What needs to be done: Your answer needs to include each line of the records in which the string "stream" can be found.

Saved data entries:
********************

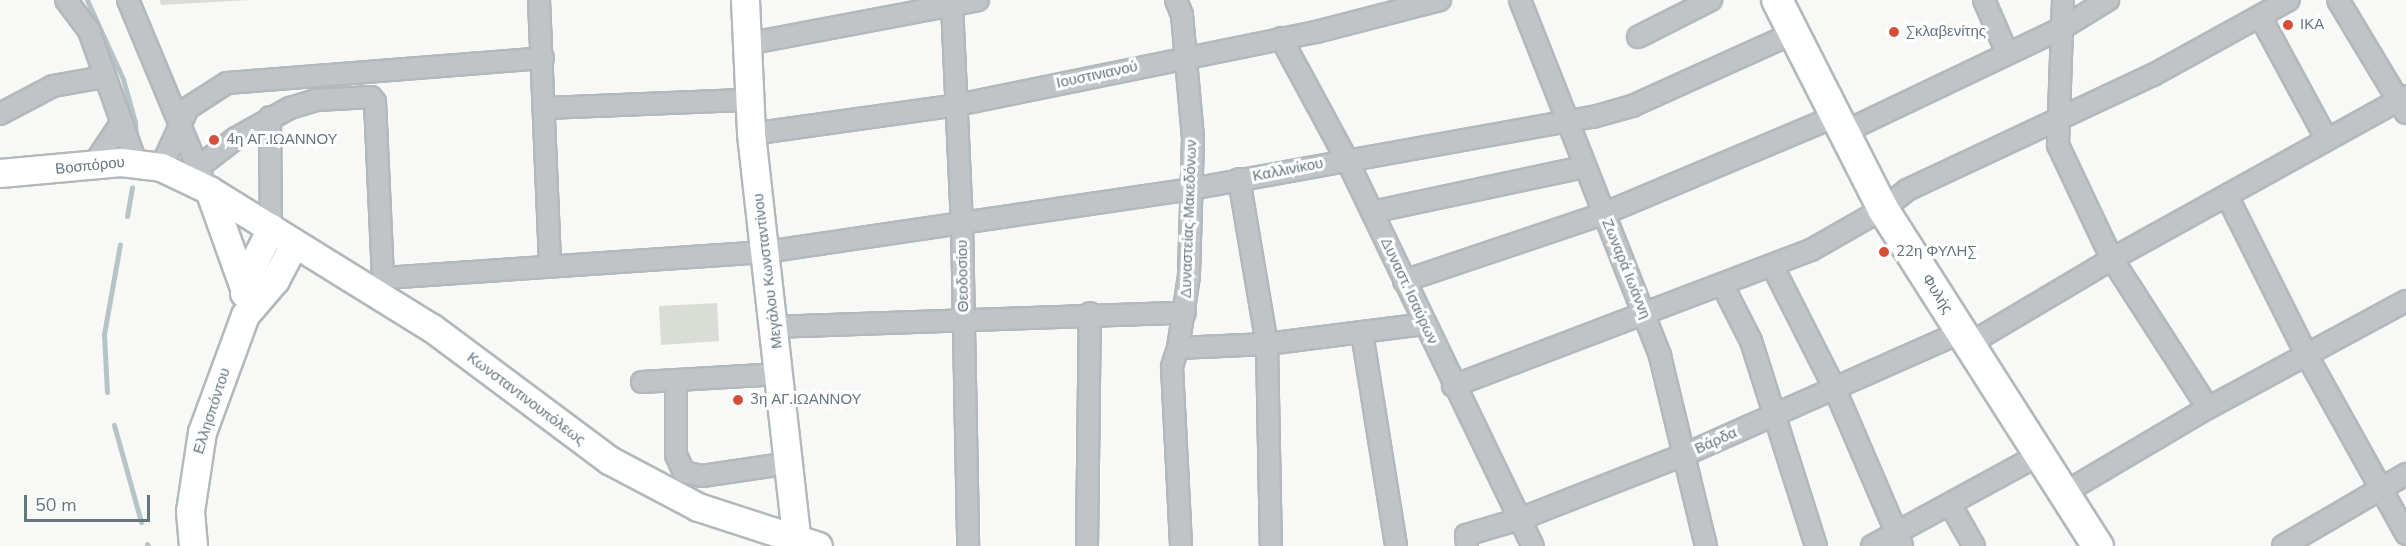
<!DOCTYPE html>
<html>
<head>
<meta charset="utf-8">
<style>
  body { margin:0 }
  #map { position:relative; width:2406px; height:546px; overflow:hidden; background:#f8f8f6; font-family:"Nunito Sans",sans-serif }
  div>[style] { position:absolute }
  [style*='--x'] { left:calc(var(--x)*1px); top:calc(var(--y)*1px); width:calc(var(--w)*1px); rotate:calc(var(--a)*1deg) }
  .green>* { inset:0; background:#d9ddd6 }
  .stream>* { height:5px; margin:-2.5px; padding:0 2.5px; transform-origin:2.5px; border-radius:2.5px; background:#b7c4c7 }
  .roads { filter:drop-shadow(2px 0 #b2b8bc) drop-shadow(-2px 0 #b2b8bc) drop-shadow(0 2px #b2b8bc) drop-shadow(0 -2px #b2b8bc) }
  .street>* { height:20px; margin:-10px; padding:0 10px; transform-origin:10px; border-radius:10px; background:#c0c4c7 }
  .secondary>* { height:27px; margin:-13.5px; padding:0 13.5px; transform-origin:13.5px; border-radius:13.5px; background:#fff }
  .primary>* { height:30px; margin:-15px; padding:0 15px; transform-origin:15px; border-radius:15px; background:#fff }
  .dots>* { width:16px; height:16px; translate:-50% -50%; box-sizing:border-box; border:3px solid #fff; border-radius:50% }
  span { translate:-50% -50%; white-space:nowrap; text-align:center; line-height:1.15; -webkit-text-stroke:6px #fff; paint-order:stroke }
  .poi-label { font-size:15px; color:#66767f }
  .left { translate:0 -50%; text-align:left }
  .street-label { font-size:15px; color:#66767f }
  .scale { position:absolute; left:24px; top:495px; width:126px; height:27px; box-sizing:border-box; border:3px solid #66767f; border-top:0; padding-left:8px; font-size:18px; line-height:21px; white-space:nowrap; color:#66767f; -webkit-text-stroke:4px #fff; paint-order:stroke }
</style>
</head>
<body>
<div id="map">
  <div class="green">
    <i style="clip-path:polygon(160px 0,249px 0,161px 5px)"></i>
    <i style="clip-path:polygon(717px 303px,719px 341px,661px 345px,659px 306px)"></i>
  </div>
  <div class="stream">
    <i style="--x:87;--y:0;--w:87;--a:65.5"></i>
    <i style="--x:123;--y:79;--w:45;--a:74.4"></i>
    <i style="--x:135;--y:122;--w:17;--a:87"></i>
    <i style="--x:127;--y:216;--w:29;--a:-80"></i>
    <i style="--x:107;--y:392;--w:58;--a:-93"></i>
    <i style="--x:104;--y:334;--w:91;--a:-79.9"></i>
    <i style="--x:114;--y:425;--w:101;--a:74.4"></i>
    <i style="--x:147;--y:544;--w:2;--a:63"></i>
  </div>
  <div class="roads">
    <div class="street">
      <i style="--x:66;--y:0;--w:39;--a:53"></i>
      <i style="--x:89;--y:31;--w:139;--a:70.3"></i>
      <i style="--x:128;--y:0;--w:195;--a:67.4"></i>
      <i style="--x:539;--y:0;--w:266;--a:87.6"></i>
      <i style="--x:1176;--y:0;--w:16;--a:68"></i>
      <i style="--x:1182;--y:15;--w:124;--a:84.9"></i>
      <i style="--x:1193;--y:139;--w:137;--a:91.7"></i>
      <i style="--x:1189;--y:276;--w:73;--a:98.7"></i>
      <i style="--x:1178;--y:348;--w:20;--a:108"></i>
      <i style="--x:1172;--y:367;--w:179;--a:87.1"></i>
      <i style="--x:1520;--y:0;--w:383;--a:68.5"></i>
      <i style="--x:1660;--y:356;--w:195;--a:76.4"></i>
      <i style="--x:1984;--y:0;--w:58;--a:66.5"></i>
      <i style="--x:2063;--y:0;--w:145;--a:92"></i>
      <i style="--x:2058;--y:145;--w:126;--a:64.7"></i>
      <i style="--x:2112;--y:259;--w:177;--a:57.2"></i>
      <i style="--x:2338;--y:0;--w:132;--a:59"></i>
      <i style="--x:952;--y:5;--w:218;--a:87.4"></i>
      <i style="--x:962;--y:223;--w:323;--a:88.9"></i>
      <i style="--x:2260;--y:16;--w:139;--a:61.6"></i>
      <i style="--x:1638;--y:37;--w:82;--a:-26.9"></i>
      <i style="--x:1281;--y:38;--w:136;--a:61.6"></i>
      <i style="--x:1346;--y:158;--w:431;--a:64.3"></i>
      <i style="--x:746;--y:44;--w:236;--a:-10.7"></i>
      <i style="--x:546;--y:108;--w:203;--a:-2.3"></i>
      <i style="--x:0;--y:114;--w:60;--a:-27.8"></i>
      <i style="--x:53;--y:86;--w:52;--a:-10"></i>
      <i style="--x:270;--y:117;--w:111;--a:89.5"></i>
      <i style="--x:1844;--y:132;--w:244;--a:-25.5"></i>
      <i style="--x:2064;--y:27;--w:52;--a:-31.5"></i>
      <i style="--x:751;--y:134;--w:208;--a:-8"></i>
      <i style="--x:957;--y:105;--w:366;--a:-11.5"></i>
      <i style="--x:1316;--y:32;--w:128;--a:-14.5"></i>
      <i style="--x:93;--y:165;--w:52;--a:-56"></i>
      <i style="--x:161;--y:167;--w:65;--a:-65.4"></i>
      <i style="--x:188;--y:108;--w:46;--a:-32.7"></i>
      <i style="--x:227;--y:83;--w:317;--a:-4.5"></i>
      <i style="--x:196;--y:169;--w:51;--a:-37.8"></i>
      <i style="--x:236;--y:138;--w:62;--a:-29.1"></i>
      <i style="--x:290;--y:108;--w:28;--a:-17"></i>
      <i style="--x:317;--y:100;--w:54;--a:-3.2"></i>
      <i style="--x:371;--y:97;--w:6;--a:51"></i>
      <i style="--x:375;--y:102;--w:176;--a:87.4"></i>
      <i style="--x:383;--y:278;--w:11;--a:124"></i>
      <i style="--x:1239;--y:179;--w:167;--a:80.4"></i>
      <i style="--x:1267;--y:344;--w:202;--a:88.9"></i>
      <i style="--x:2227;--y:196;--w:177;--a:63.4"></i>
      <i style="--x:2306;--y:354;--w:206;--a:60.9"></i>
      <i style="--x:1372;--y:212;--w:217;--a:-12"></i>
      <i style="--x:1773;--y:267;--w:135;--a:63.1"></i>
      <i style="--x:1834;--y:387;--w:173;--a:66.8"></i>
      <i style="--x:383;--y:278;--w:384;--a:-3.9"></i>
      <i style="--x:766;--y:252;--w:430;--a:-8.4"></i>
      <i style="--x:1191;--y:189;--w:408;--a:-10.2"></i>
      <i style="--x:1593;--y:117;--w:41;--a:-15.8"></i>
      <i style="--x:1632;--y:106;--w:178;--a:-24.3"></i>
      <i style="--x:1404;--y:281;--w:210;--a:-18.6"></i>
      <i style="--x:1603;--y:214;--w:253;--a:-22.8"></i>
      <i style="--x:1723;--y:286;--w:62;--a:63"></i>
      <i style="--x:1751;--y:341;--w:215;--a:72.4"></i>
      <i style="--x:775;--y:327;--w:410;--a:-2"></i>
      <i style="--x:1362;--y:333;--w:216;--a:80.9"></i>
      <i style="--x:1969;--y:344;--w:166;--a:-30.7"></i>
      <i style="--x:2112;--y:259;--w:336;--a:-29"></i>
      <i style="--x:1178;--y:348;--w:89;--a:-2.6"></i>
      <i style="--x:1267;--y:344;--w:160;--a:-7.2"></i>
      <i style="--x:676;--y:380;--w:75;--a:90"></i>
      <i style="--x:676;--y:455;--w:19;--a:65"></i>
      <i style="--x:684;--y:472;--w:18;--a:13"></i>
      <i style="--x:702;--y:476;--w:89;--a:-8.4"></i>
      <i style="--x:642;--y:382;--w:138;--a:-3.3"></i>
      <i style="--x:1453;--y:386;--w:383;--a:-20.8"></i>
      <i style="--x:1811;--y:250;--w:83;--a:-29.7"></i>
      <i style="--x:1883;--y:209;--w:31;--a:-38"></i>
      <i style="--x:1907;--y:190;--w:272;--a:-25.1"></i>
      <i style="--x:2153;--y:75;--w:155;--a:-28.9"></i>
      <i style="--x:2064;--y:493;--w:167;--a:-30.6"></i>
      <i style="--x:2208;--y:408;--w:225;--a:-28.4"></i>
      <i style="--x:1950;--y:504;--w:48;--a:60.3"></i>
      <i style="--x:1087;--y:546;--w:233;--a:-89.3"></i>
      <i style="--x:1467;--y:546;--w:11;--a:-95"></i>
      <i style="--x:1466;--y:535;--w:56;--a:-16.5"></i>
      <i style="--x:1520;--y:519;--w:178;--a:-21.4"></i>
      <i style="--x:1686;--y:454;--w:301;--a:-23.9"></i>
      <i style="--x:1872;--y:546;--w:190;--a:-28.6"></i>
      <i style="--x:2283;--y:546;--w:143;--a:-30.3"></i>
    </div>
    <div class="secondary">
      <i style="--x:745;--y:0;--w:134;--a:87.4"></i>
      <i style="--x:751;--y:134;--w:410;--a:83.6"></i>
      <i style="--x:0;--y:173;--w:121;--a:-5.2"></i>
      <i style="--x:121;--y:162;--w:40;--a:7.1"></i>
      <i style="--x:161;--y:167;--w:53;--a:25.6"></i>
      <i style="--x:209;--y:190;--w:262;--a:31.8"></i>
      <i style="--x:432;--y:328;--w:221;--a:36.7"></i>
      <i style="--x:609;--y:460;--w:101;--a:27.8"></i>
      <i style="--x:698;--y:507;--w:126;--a:18"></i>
      <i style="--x:209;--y:190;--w:104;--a:70.3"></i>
      <i style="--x:244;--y:293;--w:26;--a:-74"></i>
      <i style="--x:251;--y:268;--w:45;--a:-63.4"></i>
      <i style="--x:193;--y:546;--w:35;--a:-95"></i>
      <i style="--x:190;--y:511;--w:80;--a:-81.4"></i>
      <i style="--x:202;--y:432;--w:125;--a:-69.8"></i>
      <i style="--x:245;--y:315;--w:46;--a:-49.4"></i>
      <i style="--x:275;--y:280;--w:41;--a:-62.2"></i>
    </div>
    <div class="primary">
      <i style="--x:1777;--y:0;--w:234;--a:63.1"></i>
      <i style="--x:1883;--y:209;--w:400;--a:57.5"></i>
    </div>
  </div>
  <div class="dots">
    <i style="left:2288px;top:25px;background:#d65039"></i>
    <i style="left:1894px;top:32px;background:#d65039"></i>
    <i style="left:214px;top:140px;background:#d65039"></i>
    <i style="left:1884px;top:252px;background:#d65039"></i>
    <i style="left:738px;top:400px;background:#d65039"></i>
  </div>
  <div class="poi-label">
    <span class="left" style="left:2300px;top:25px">ΙΚΑ</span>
    <span class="left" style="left:1906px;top:32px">Σκλαβενίτης</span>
    <span class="left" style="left:226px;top:140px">4η ΑΓ.ΙΩΑΝΝΟΥ</span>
    <span class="left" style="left:1896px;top:252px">22η ΦΥΛΗΣ</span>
    <span class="left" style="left:750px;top:400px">3η ΑΓ.ΙΩΑΝΝΟΥ</span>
  </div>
  <div class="street-label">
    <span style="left:1097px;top:75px;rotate:-12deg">Ιουστινιανού</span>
    <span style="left:90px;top:166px;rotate:-6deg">Βοσπόρου</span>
    <span style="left:1288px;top:170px;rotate:-11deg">Καλλινίκου</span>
    <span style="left:1189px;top:219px;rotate:-88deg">Δυναστείας Μακεδόνων</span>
    <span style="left:1626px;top:269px;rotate:68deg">Ζωναρά Ιωάννη</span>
    <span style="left:768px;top:271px;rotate:-97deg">Μεγάλου Κωνσταντίνου</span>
    <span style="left:963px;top:276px;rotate:-91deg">Θεοδοσίου</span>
    <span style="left:1409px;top:291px;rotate:65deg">Δυναστ. Ισαύρων</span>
    <span style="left:1937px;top:294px;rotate:58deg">Φυλής</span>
    <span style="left:526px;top:399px;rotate:37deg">Κωνσταντινουπόλεως</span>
    <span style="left:212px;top:411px;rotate:-72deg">Ελλησπόντου</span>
    <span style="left:1716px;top:441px;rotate:-24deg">Βάρδα</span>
  </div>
  <div class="scale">50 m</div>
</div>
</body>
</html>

********************

Expected output:
  .stream>* { height:5px; margin:-2.5px; padding:0 2.5px; transform-origin:2.5px; border-radius:2.5px; background:#b7c4c7 }
  <div class="stream">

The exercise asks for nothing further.